▶ _PROVIDED RECORDS_
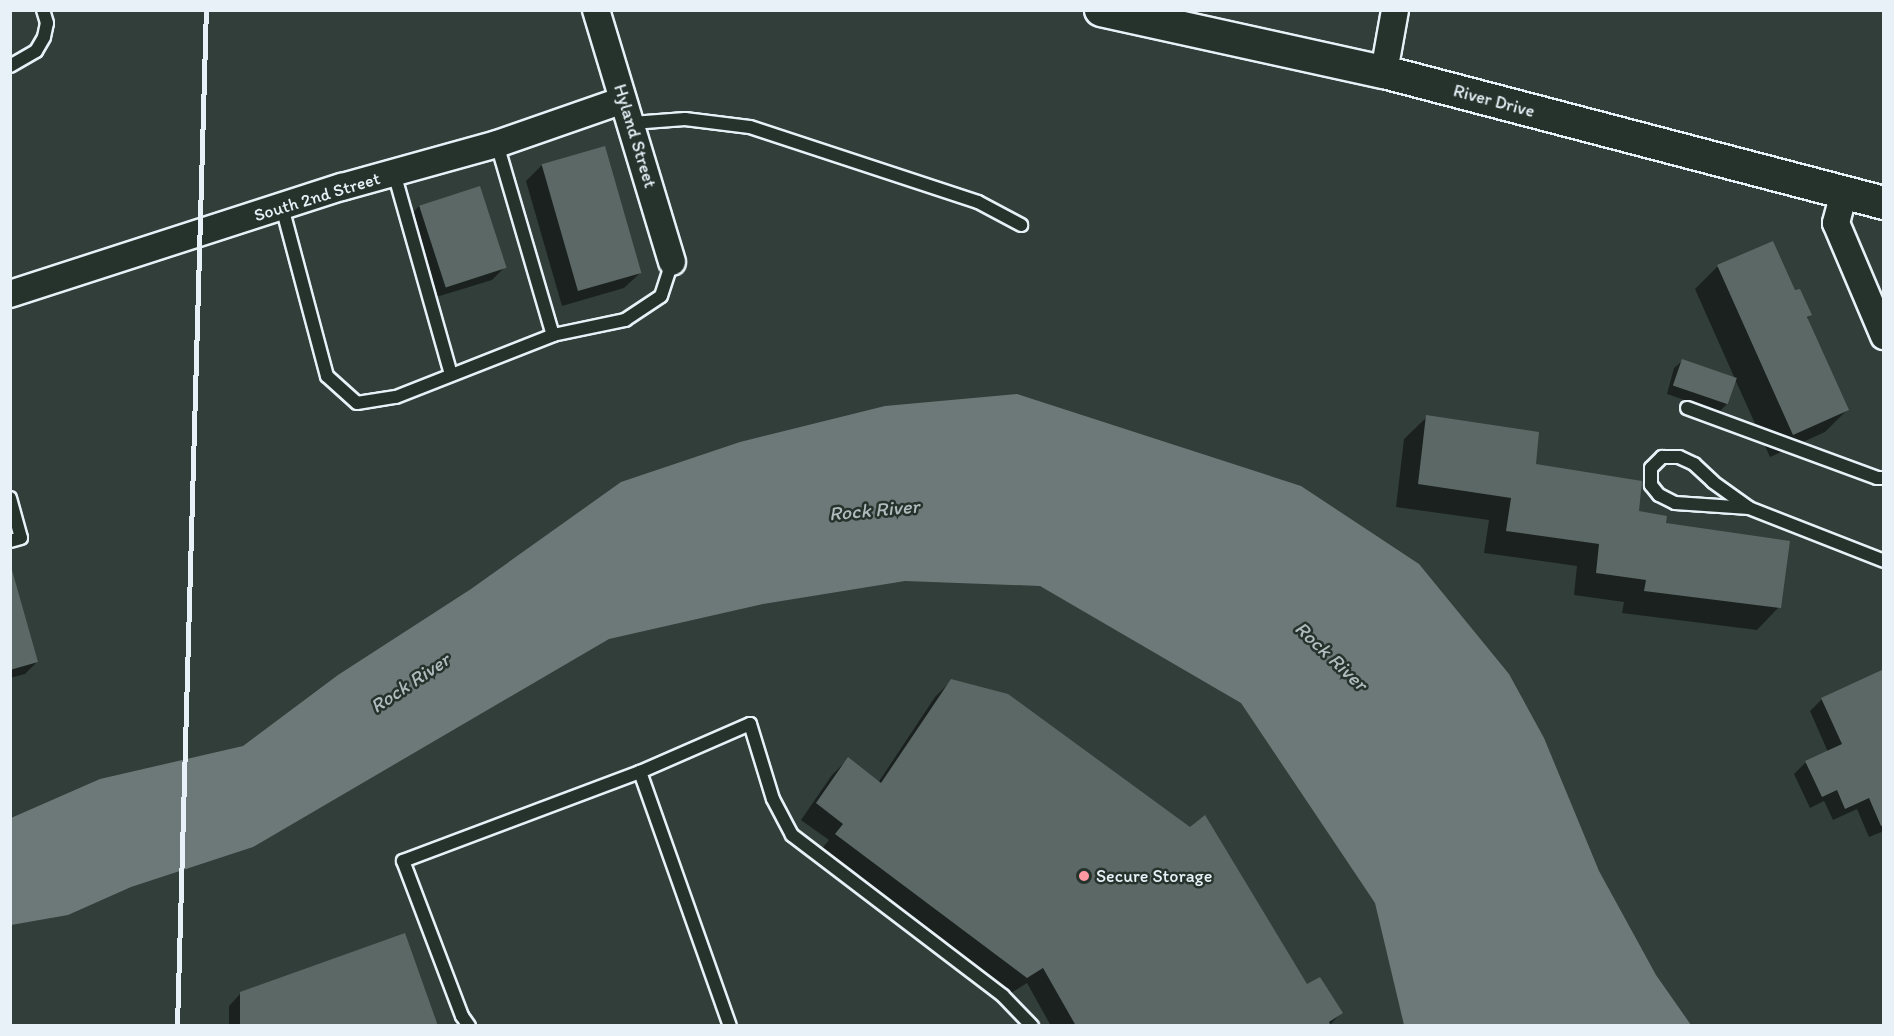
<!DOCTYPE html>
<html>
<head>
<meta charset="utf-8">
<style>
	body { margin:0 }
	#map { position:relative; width:1894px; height:1036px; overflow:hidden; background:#323e39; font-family:Itim,sans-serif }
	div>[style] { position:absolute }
	.water>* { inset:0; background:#6d7978 }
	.shadow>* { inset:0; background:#0007 }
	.building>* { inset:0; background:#5c6865; transform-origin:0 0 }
	.roads { filter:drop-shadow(2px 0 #e8f1f8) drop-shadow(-2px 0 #e8f1f8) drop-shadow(0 2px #e8f1f8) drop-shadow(0 -2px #e8f1f8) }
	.service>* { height:12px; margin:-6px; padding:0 6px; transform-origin:6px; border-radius:6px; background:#26332d }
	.minor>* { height:26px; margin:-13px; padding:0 13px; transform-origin:13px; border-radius:13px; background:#26332d }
	.tertiary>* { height:32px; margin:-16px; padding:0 16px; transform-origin:16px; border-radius:16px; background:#26332d }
	.rail>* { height:4.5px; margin:-2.25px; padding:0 2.25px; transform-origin:2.25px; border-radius:2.25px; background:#e8f1f8 }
	.dots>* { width:16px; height:16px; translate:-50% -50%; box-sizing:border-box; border:3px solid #26332d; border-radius:50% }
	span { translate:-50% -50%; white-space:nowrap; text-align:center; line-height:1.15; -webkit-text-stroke:5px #26332d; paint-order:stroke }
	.street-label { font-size:18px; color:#e8f1f8 }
	.poi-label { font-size:18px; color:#e8f1f8 }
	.left { translate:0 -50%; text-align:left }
	.water-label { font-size:20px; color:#b1bbbe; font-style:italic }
	.frame { position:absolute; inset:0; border:12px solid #e8f1f8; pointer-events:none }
</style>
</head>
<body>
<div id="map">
	<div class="water">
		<div style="clip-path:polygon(1017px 394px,1301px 486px,1419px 564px,1509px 674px,1544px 738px,1599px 871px,1656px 975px,1691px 1025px,1404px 1025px,1375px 903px,1241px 703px,1040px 586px,905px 581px,763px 604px,609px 639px,253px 847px,131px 887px,68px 915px,11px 925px,11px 818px,100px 779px,243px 746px,338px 675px,471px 589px,621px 482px,740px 442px,885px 406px)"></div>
	</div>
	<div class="shadow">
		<div style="clip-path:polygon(542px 165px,640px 273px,624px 288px,562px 306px,526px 181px)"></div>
		<div style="clip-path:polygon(419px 206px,504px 268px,492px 280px,433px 298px,408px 218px)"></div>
		<div style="clip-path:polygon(1772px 243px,1794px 292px,1810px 315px,1807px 319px,1847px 410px,1825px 432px,1770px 457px,1735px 379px,1727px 404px,1719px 412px,1667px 394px,1674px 368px,1682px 361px,1735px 379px,1695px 289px,1717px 267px)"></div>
		<div style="clip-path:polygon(1427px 417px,1665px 525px,1779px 607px,1757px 630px,1622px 613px,1624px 602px,1574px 595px,1577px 566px,1484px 553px,1489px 520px,1396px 507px,1404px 439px)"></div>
		<div style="clip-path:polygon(10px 566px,37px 662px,25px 674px,10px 678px)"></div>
		<div style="clip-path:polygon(1884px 671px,1884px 831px,1869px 837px,1857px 809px,1833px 820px,1824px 801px,1810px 808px,1794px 774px,1806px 762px,1828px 752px,1810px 711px,1822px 699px)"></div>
		<div style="clip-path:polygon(951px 681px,1307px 986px,1341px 1013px,1329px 1026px,1051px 1026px,1027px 983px,1011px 993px,820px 851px,829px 840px,801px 820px,832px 775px,848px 759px,878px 783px,935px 697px)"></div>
		<div style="clip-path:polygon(241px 993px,437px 1026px,229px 1026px,229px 1006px)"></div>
	</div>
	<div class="building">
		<div style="left:605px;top:146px;width:132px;height:66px;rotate:74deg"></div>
		<div style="left:480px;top:186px;width:86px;height:64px;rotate:72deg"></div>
		<div style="clip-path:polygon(1773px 241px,1795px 290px,1800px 289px,1812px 315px,1807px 317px,1849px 410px,1793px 435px,1717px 265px)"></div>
		<div style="left:1682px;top:359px;width:58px;height:28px;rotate:19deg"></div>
		<div style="clip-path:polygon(1426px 415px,1539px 432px,1536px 464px,1642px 481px,1639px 511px,1667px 516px,1666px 523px,1790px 541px,1781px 608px,1644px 591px,1646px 580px,1596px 573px,1599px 544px,1506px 531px,1511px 498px,1418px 484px)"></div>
		<div style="clip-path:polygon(10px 563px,38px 662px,10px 670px)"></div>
		<div style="clip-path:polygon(1884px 669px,1884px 825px,1881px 826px,1869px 798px,1845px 809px,1837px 790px,1822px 797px,1805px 761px,1842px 744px,1821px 698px)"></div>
		<div style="clip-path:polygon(951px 679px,1008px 694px,1190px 827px,1205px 815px,1307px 984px,1320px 977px,1343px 1013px,1329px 1022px,1331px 1026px,1076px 1026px,1043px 968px,1027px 978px,835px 834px,843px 824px,816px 803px,848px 757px,881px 783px)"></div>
		<div style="clip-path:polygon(405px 933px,438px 1026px,240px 1026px,240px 992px)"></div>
	</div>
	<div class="roads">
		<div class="service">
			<div style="left:10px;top:66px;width:30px;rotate:-30deg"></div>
			<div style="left:36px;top:51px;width:16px;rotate:-60deg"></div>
			<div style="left:44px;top:37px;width:14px;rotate:-78deg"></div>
			<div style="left:47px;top:23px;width:14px;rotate:-107deg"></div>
			<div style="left:632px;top:123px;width:53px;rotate:-4.3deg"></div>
			<div style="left:685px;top:119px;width:65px;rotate:7deg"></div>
			<div style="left:750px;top:127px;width:240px;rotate:18.2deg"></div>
			<div style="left:978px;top:202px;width:49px;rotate:28.1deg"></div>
			<div style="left:497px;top:144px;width:199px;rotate:73.7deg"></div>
			<div style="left:394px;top:173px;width:209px;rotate:74.2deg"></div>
			<div style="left:282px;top:207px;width:175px;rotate:75.1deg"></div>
			<div style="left:327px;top:376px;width:40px;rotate:42deg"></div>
			<div style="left:357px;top:403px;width:39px;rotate:-9deg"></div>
			<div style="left:396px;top:397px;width:169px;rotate:-21.5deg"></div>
			<div style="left:553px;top:335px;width:74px;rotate:-11.8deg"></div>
			<div style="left:625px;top:320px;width:43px;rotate:-33.7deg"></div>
			<div style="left:661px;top:296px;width:36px;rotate:-72deg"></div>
			<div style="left:1687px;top:408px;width:202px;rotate:20.2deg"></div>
			<div style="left:1877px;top:478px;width:7px"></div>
			<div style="left:10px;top:498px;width:41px;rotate:74.6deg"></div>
			<div style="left:21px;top:538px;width:11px;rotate:165deg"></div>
			<div style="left:1749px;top:508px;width:74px;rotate:-176.1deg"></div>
			<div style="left:1675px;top:503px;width:18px;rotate:-153deg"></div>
			<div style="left:1659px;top:495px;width:13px;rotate:-129deg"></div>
			<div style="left:1651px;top:485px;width:17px;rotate:-90deg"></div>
			<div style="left:1651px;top:468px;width:16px;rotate:-45deg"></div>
			<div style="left:1662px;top:457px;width:17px"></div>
			<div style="left:1679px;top:457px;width:17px;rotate:25deg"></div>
			<div style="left:1694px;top:464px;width:26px;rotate:43deg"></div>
			<div style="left:1713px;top:482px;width:44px;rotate:35.8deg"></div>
			<div style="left:1749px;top:508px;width:145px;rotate:21.4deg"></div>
			<div style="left:640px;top:772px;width:269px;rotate:70.5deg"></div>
			<div style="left:469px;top:1026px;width:12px;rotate:-125deg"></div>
			<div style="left:462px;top:1016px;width:166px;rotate:-110.8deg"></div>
			<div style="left:403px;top:861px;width:253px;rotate:-20.6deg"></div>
			<div style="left:640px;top:772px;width:120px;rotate:-23.6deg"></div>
			<div style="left:750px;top:724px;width:78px;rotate:73deg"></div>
			<div style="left:773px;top:799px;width:41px;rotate:62.2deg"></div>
			<div style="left:792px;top:835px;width:265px;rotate:37.3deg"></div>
			<div style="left:1003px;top:996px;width:42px;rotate:46deg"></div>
		</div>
		<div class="minor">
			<div style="left:596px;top:10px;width:263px;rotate:73.2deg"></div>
			<div style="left:1384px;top:72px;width:63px;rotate:-79.9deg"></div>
			<div style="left:1844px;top:193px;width:31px;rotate:105deg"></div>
			<div style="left:1836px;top:223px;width:123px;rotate:67deg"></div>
			<div style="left:10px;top:294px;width:349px;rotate:-17.9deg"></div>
			<div style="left:342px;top:187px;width:161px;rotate:-15.5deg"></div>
			<div style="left:497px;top:144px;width:133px;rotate:-19.2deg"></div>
		</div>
		<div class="tertiary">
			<div style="left:1101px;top:10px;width:290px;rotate:12.4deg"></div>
			<div style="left:1384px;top:72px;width:517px;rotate:14.68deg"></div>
		</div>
	</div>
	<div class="rail">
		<div style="left:177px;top:1026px;width:1016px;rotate:-88.37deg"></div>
	</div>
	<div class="dots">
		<div style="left:1084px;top:876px;background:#ff9aa2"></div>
	</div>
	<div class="street-label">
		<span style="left:1494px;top:101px;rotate:15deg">River Drive</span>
		<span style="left:635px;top:136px;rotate:73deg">Hyland Street</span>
		<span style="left:317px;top:197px;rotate:-17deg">South 2nd Street</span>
	</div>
	<div class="poi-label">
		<span class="left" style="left:1096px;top:876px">Secure Storage</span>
	</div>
	<div class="water-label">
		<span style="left:874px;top:510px;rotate:-5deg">Rock River</span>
		<span style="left:1331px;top:656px;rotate:43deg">Rock River</span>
		<span style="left:410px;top:683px;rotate:-34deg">Rock River</span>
	</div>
	<div class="frame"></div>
</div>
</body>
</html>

▶ _EXERCISE AIM_
With the pictures left out, restate word for word every line of the data above, from the first down to the line that contains "filter:drop-shadow(2px 0 #e8f1f8)".

▶ _RESULT_
<!DOCTYPE html>
<html>
<head>
<meta charset="utf-8">
<style>
	body { margin:0 }
	#map { position:relative; width:1894px; height:1036px; overflow:hidden; background:#323e39; font-family:Itim,sans-serif }
	div>[style] { position:absolute }
	.water>* { inset:0; background:#6d7978 }
	.shadow>* { inset:0; background:#0007 }
	.building>* { inset:0; background:#5c6865; transform-origin:0 0 }
	.roads { filter:drop-shadow(2px 0 #e8f1f8) drop-shadow(-2px 0 #e8f1f8) drop-shadow(0 2px #e8f1f8) drop-shadow(0 -2px #e8f1f8) }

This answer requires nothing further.